-- WHAT TO DO --
Please reproduce, exactly as given, the lines running from the start of the data to the line containing "0 #7fbed9) drop-shadow(-1px", inclusive, and omit the pictures.

=== DATASET EXCERPTS ===

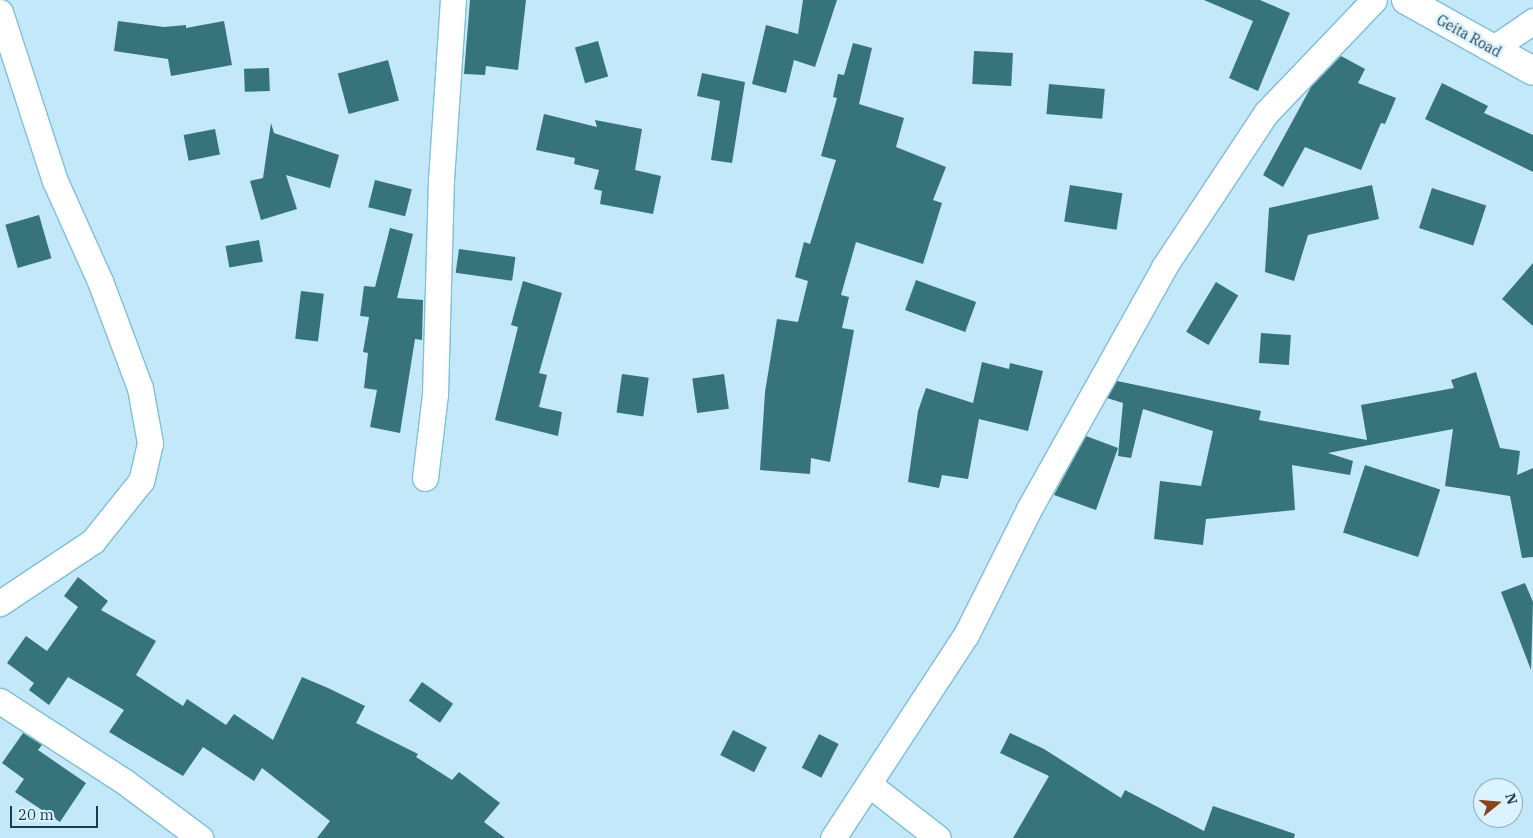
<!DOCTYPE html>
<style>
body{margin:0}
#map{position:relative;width:1533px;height:838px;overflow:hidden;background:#c3e8f9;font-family:"IBM Plex Serif",serif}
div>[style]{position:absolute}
.building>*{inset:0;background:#37737a;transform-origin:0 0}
.roads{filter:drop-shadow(1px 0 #7fbed9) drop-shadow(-1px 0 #7fbed9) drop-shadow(0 1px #7fbed9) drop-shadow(0 -1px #7fbed9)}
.minor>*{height:25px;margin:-12.5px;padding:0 12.5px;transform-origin:12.5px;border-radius:12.5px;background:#fff}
.trunk>*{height:28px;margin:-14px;padding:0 14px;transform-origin:14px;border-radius:14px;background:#fff}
span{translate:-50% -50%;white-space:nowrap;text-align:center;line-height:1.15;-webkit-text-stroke:5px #dbf3fe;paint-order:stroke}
.street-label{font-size:14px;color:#223c47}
.north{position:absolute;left:1473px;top:778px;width:50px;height:50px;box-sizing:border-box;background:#dbf3fe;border:1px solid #91aab5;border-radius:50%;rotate:73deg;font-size:14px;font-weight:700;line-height:20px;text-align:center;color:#223c47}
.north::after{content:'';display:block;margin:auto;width:18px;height:22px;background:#88421d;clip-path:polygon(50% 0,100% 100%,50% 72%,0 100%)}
.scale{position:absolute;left:10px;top:806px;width:88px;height:22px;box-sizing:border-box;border:2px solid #223c47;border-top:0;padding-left:6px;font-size:15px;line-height:18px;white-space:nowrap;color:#223c47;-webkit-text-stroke:4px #dbf3fe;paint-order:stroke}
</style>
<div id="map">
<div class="building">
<i style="clip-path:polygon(470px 0,526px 0,518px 70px,486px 66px,485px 75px,464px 74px)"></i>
<i style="clip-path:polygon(803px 0,837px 0,815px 67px,794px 60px,786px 93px,752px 84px,766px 25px,798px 34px)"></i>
<i style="clip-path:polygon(1204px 0,1260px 0,1290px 13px,1258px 91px,1229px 78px,1253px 21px)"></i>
<i style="clip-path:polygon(118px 21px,164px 27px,186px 25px,186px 28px,224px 21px,232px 65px,171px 76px,168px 59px,114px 51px)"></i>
<i style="left:598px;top:41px;width:37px;height:24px;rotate:74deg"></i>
<i style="clip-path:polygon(853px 43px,872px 48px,859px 104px,904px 118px,896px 147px,946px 167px,933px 200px,942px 203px,923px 264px,856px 242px,841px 295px,849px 297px,842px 328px,854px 330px,830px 462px,811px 458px,810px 474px,760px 470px,765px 392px,777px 319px,798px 322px,808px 281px,795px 277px,804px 242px,810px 244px,836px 160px,821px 156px,837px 98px,833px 97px,838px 74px,844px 75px)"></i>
<i style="left:974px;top:51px;width:39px;height:33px;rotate:3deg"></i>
<i style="clip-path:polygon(1341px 56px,1365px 69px,1358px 83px,1396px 98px,1385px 124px,1381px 123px,1361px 170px,1305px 147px,1283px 187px,1263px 175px,1311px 87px)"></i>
<i style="left:388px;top:60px;width:42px;height:52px;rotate:75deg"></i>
<i style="left:269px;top:68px;width:23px;height:25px;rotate:88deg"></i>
<i style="clip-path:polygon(702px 73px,745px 82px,732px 163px,711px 160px,720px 101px,697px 96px)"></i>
<i style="clip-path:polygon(1442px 83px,1488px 106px,1484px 113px,1533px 135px,1533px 172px,1425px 119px)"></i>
<i style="left:1049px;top:84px;width:56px;height:30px;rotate:5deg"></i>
<i style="clip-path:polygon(544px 114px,597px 127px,595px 120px,642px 129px,635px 170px,661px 176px,653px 214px,600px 204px,602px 191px,594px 189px,599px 170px,574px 164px,575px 158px,536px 150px)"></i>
<i style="clip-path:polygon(271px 123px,274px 133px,339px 155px,330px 188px,286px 175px,297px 209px,261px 220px,250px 181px,263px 178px)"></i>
<i style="left:215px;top:129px;width:26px;height:32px;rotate:79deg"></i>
<i style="left:375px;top:180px;width:38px;height:28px;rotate:14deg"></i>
<i style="left:1070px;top:185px;width:53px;height:37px;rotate:9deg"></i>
<i style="clip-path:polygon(1372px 185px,1379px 219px,1308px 235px,1294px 281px,1265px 272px,1269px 208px)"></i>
<i style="left:1432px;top:188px;width:57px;height:42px;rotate:18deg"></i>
<i style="left:39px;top:215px;width:45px;height:35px;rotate:74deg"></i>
<i style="clip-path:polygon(390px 228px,413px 234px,397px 298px,423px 300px,422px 340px,415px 339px,400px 433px,370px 427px,377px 390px,364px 388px,368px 353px,363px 352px,369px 317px,360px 316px,364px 286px,375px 287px)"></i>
<i style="left:259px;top:240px;width:22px;height:34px;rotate:80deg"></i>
<i style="left:459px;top:249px;width:57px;height:24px;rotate:8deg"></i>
<i style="clip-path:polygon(1533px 263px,1533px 326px,1502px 299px)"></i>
<i style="left:916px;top:280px;width:64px;height:32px;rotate:20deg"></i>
<i style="clip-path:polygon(523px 281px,562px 293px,539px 373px,547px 375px,539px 407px,562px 412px,558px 436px,495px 420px,518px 327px,511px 325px)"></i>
<i style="left:1216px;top:282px;width:26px;height:58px;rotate:31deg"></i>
<i style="left:301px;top:291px;width:23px;height:48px;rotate:7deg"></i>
<i style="left:1261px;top:333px;width:30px;height:30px;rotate:4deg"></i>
<i style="clip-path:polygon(982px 362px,1009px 369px,1010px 363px,1043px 371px,1028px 431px,979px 419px,968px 479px,942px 475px,939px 488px,908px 482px,918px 411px,926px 388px,973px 403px)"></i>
<i style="clip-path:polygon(1476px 372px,1500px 448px,1520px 451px,1517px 475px,1533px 468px,1533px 557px,1522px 558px,1510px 496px,1445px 486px,1453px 429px,1328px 453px,1353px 461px,1350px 475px,1292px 465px,1295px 510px,1206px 519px,1203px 545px,1154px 539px,1160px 481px,1201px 486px,1213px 431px,1143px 409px,1131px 458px,1118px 456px,1123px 403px,1107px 398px,1117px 381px,1261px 411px,1259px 420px,1367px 440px,1361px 405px,1454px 388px,1451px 380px)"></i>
<i style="left:622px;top:374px;width:27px;height:39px;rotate:8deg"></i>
<i style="left:724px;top:374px;width:35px;height:32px;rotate:82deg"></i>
<i style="clip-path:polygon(1086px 436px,1118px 448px,1096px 510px,1054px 495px)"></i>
<i style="left:1365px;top:465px;width:79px;height:71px;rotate:18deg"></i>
<i style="clip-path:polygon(78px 577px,108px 601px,101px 610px,156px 641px,136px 675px,183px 706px,187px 699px,226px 725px,234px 714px,273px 740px,302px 677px,328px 688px,365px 706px,356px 723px,418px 754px,416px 757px,452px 780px,459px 772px,500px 803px,484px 822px,505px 838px,317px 838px,330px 821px,262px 768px,254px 781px,203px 747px,183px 776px,109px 732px,124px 710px,68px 677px,49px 705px,29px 690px,34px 683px,7px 663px,26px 636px,47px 651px,78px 607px,64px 596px)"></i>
<i style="clip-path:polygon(1525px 583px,1533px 602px,1531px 670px,1501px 592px)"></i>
<i style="left:422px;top:682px;width:38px;height:23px;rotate:35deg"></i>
<i style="left:733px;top:730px;width:38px;height:28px;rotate:27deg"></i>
<i style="clip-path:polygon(23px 733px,42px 745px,38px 750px,86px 783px,60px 822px,15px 792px,24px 779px,2px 763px)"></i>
<i style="clip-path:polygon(1010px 733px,1044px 749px,1121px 798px,1125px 790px,1204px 831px,1213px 806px,1295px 834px,1294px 838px,1013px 838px,1049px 776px,1000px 753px)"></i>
<i style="left:819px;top:734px;width:22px;height:38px;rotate:27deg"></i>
</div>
<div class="roads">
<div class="minor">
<i style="left:0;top:12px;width:178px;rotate:72deg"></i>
<i style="left:55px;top:181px;width:110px;rotate:65.8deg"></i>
<i style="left:100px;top:281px;width:114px;rotate:69.5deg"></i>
<i style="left:140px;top:388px;width:56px;rotate:79.7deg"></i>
<i style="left:150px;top:443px;width:39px;rotate:103deg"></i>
<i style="left:141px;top:481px;width:77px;rotate:128.7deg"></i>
<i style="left:93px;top:541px;width:112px;rotate:146.3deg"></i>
<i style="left:1492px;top:49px;width:50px;rotate:-34.3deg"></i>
<i style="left:425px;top:478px;width:85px;rotate:-83.2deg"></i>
<i style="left:435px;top:394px;width:214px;rotate:-88.4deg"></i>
<i style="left:441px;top:180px;width:180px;rotate:-86.2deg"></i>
<i style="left:0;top:701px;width:149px;rotate:32.9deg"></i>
<i style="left:125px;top:782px;width:94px;rotate:36.7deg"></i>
<i style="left:870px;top:785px;width:86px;rotate:37.9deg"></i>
<i style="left:833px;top:838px;width:243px;rotate:-56.8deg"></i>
<i style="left:966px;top:635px;width:141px;rotate:-63.4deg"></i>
<i style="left:1029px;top:509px;width:277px;rotate:-60.8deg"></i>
<i style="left:1164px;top:267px;width:185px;rotate:-56.5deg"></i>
<i style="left:1266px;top:113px;width:156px;rotate:-46.3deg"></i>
</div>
<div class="trunk">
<i style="left:1406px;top:0;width:145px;rotate:29.2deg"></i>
</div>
</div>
<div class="street-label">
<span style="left:1469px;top:36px;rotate:29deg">Geita Road</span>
</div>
<div class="north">N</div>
<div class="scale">20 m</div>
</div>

===

-- SOLUTION TO THIS EXERCISE --
<!DOCTYPE html>
<style>
body{margin:0}
#map{position:relative;width:1533px;height:838px;overflow:hidden;background:#c3e8f9;font-family:"IBM Plex Serif",serif}
div>[style]{position:absolute}
.building>*{inset:0;background:#37737a;transform-origin:0 0}
.roads{filter:drop-shadow(1px 0 #7fbed9) drop-shadow(-1px 0 #7fbed9) drop-shadow(0 1px #7fbed9) drop-shadow(0 -1px #7fbed9)}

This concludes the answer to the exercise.